◆ INSTRUCTIONS FOR THE TASK: Print every record exactly.

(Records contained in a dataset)
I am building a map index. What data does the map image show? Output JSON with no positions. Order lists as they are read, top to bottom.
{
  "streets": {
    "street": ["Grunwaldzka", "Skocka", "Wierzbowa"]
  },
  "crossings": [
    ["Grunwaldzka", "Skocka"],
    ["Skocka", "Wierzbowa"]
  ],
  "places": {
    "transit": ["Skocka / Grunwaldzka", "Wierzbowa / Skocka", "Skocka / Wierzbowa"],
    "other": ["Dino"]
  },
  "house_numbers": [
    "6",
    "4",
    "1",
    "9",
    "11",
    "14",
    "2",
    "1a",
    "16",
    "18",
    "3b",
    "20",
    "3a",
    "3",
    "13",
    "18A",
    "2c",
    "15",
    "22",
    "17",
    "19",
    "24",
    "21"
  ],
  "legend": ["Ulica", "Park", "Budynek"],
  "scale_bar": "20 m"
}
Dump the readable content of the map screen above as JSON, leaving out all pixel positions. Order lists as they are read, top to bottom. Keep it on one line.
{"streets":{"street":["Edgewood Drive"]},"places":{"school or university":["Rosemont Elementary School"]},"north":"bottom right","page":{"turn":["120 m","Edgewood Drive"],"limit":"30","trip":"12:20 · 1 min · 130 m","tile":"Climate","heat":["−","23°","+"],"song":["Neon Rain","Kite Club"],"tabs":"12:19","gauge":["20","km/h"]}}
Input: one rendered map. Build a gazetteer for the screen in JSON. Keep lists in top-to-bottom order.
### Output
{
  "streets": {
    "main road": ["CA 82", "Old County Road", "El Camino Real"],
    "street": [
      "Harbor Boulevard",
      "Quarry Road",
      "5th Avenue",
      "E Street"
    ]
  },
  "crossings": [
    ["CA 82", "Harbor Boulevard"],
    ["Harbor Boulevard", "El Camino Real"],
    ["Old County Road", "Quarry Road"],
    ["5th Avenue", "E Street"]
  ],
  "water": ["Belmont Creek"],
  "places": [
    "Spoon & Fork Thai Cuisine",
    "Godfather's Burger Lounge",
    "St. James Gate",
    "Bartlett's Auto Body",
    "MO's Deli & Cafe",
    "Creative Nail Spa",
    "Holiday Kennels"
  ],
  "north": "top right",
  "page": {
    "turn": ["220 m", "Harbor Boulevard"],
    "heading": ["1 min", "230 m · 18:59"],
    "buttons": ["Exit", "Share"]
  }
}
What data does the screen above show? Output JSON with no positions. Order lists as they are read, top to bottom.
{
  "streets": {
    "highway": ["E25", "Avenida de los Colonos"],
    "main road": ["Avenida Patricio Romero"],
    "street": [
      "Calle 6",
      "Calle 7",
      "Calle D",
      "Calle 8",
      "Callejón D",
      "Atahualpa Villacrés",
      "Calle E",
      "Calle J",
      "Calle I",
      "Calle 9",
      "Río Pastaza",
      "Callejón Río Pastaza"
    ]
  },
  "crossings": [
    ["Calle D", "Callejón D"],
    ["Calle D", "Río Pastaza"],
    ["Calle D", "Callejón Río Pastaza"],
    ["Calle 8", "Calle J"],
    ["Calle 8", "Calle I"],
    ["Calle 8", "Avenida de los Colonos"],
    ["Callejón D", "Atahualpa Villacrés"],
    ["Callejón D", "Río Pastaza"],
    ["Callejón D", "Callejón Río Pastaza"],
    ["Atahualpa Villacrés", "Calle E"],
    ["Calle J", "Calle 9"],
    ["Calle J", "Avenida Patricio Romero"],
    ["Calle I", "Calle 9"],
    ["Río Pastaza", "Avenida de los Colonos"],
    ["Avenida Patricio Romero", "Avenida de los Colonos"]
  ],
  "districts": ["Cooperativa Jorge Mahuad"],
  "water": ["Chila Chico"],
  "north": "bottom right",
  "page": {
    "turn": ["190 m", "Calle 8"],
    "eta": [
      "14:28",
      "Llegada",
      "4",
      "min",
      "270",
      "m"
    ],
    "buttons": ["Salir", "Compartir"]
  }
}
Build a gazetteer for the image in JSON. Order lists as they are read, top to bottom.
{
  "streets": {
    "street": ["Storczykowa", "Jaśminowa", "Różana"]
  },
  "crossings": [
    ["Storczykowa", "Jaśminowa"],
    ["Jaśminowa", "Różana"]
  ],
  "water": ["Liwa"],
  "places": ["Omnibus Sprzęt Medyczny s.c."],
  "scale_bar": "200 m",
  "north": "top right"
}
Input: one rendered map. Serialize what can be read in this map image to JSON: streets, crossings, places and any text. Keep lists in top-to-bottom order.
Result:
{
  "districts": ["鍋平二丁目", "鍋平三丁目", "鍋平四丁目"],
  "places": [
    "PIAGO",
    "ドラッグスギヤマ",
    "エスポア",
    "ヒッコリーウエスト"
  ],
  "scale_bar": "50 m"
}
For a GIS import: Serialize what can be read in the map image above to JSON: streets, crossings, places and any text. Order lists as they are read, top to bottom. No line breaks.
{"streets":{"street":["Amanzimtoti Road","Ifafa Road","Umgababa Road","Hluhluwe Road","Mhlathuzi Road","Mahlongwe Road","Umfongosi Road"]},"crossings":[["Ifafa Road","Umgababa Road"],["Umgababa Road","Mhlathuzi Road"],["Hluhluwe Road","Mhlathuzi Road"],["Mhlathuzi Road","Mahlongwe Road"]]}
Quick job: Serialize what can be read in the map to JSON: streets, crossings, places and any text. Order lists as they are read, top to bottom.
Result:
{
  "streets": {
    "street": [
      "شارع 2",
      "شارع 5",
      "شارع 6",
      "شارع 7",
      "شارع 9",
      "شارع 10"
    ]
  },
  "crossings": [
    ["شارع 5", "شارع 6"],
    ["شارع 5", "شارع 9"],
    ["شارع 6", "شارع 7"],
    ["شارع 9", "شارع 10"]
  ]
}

◆ RESULT FOR THIS TASK:
I am building a map index. What data does the map image show? Output JSON with no positions. Order lists as they are read, top to bottom.
{
  "streets": {
    "street": ["Grunwaldzka", "Skocka", "Wierzbowa"]
  },
  "crossings": [
    ["Grunwaldzka", "Skocka"],
    ["Skocka", "Wierzbowa"]
  ],
  "places": {
    "transit": ["Skocka / Grunwaldzka", "Wierzbowa / Skocka", "Skocka / Wierzbowa"],
    "other": ["Dino"]
  },
  "house_numbers": [
    "6",
    "4",
    "1",
    "9",
    "11",
    "14",
    "2",
    "1a",
    "16",
    "18",
    "3b",
    "20",
    "3a",
    "3",
    "13",
    "18A",
    "2c",
    "15",
    "22",
    "17",
    "19",
    "24",
    "21"
  ],
  "legend": ["Ulica", "Park", "Budynek"],
  "scale_bar": "20 m"
}
Dump the readable content of the map screen above as JSON, leaving out all pixel positions. Order lists as they are read, top to bottom. Keep it on one line.
{"streets":{"street":["Edgewood Drive"]},"places":{"school or university":["Rosemont Elementary School"]},"north":"bottom right","page":{"turn":["120 m","Edgewood Drive"],"limit":"30","trip":"12:20 · 1 min · 130 m","tile":"Climate","heat":["−","23°","+"],"song":["Neon Rain","Kite Club"],"tabs":"12:19","gauge":["20","km/h"]}}
Input: one rendered map. Build a gazetteer for the screen in JSON. Keep lists in top-to-bottom order.
### Output
{
  "streets": {
    "main road": ["CA 82", "Old County Road", "El Camino Real"],
    "street": [
      "Harbor Boulevard",
      "Quarry Road",
      "5th Avenue",
      "E Street"
    ]
  },
  "crossings": [
    ["CA 82", "Harbor Boulevard"],
    ["Harbor Boulevard", "El Camino Real"],
    ["Old County Road", "Quarry Road"],
    ["5th Avenue", "E Street"]
  ],
  "water": ["Belmont Creek"],
  "places": [
    "Spoon & Fork Thai Cuisine",
    "Godfather's Burger Lounge",
    "St. James Gate",
    "Bartlett's Auto Body",
    "MO's Deli & Cafe",
    "Creative Nail Spa",
    "Holiday Kennels"
  ],
  "north": "top right",
  "page": {
    "turn": ["220 m", "Harbor Boulevard"],
    "heading": ["1 min", "230 m · 18:59"],
    "buttons": ["Exit", "Share"]
  }
}
What data does the screen above show? Output JSON with no positions. Order lists as they are read, top to bottom.
{
  "streets": {
    "highway": ["E25", "Avenida de los Colonos"],
    "main road": ["Avenida Patricio Romero"],
    "street": [
      "Calle 6",
      "Calle 7",
      "Calle D",
      "Calle 8",
      "Callejón D",
      "Atahualpa Villacrés",
      "Calle E",
      "Calle J",
      "Calle I",
      "Calle 9",
      "Río Pastaza",
      "Callejón Río Pastaza"
    ]
  },
  "crossings": [
    ["Calle D", "Callejón D"],
    ["Calle D", "Río Pastaza"],
    ["Calle D", "Callejón Río Pastaza"],
    ["Calle 8", "Calle J"],
    ["Calle 8", "Calle I"],
    ["Calle 8", "Avenida de los Colonos"],
    ["Callejón D", "Atahualpa Villacrés"],
    ["Callejón D", "Río Pastaza"],
    ["Callejón D", "Callejón Río Pastaza"],
    ["Atahualpa Villacrés", "Calle E"],
    ["Calle J", "Calle 9"],
    ["Calle J", "Avenida Patricio Romero"],
    ["Calle I", "Calle 9"],
    ["Río Pastaza", "Avenida de los Colonos"],
    ["Avenida Patricio Romero", "Avenida de los Colonos"]
  ],
  "districts": ["Cooperativa Jorge Mahuad"],
  "water": ["Chila Chico"],
  "north": "bottom right",
  "page": {
    "turn": ["190 m", "Calle 8"],
    "eta": [
      "14:28",
      "Llegada",
      "4",
      "min",
      "270",
      "m"
    ],
    "buttons": ["Salir", "Compartir"]
  }
}
Build a gazetteer for the image in JSON. Order lists as they are read, top to bottom.
{
  "streets": {
    "street": ["Storczykowa", "Jaśminowa", "Różana"]
  },
  "crossings": [
    ["Storczykowa", "Jaśminowa"],
    ["Jaśminowa", "Różana"]
  ],
  "water": ["Liwa"],
  "places": ["Omnibus Sprzęt Medyczny s.c."],
  "scale_bar": "200 m",
  "north": "top right"
}
Input: one rendered map. Serialize what can be read in this map image to JSON: streets, crossings, places and any text. Keep lists in top-to-bottom order.
Result:
{
  "districts": ["鍋平二丁目", "鍋平三丁目", "鍋平四丁目"],
  "places": [
    "PIAGO",
    "ドラッグスギヤマ",
    "エスポア",
    "ヒッコリーウエスト"
  ],
  "scale_bar": "50 m"
}
For a GIS import: Serialize what can be read in the map image above to JSON: streets, crossings, places and any text. Order lists as they are read, top to bottom. No line breaks.
{"streets":{"street":["Amanzimtoti Road","Ifafa Road","Umgababa Road","Hluhluwe Road","Mhlathuzi Road","Mahlongwe Road","Umfongosi Road"]},"crossings":[["Ifafa Road","Umgababa Road"],["Umgababa Road","Mhlathuzi Road"],["Hluhluwe Road","Mhlathuzi Road"],["Mhlathuzi Road","Mahlongwe Road"]]}
Quick job: Serialize what can be read in the map to JSON: streets, crossings, places and any text. Order lists as they are read, top to bottom.
Result:
{
  "streets": {
    "street": [
      "شارع 2",
      "شارع 5",
      "شارع 6",
      "شارع 7",
      "شارع 9",
      "شارع 10"
    ]
  },
  "crossings": [
    ["شارع 5", "شارع 6"],
    ["شارع 5", "شارع 9"],
    ["شارع 6", "شارع 7"],
    ["شارع 9", "شارع 10"]
  ]
}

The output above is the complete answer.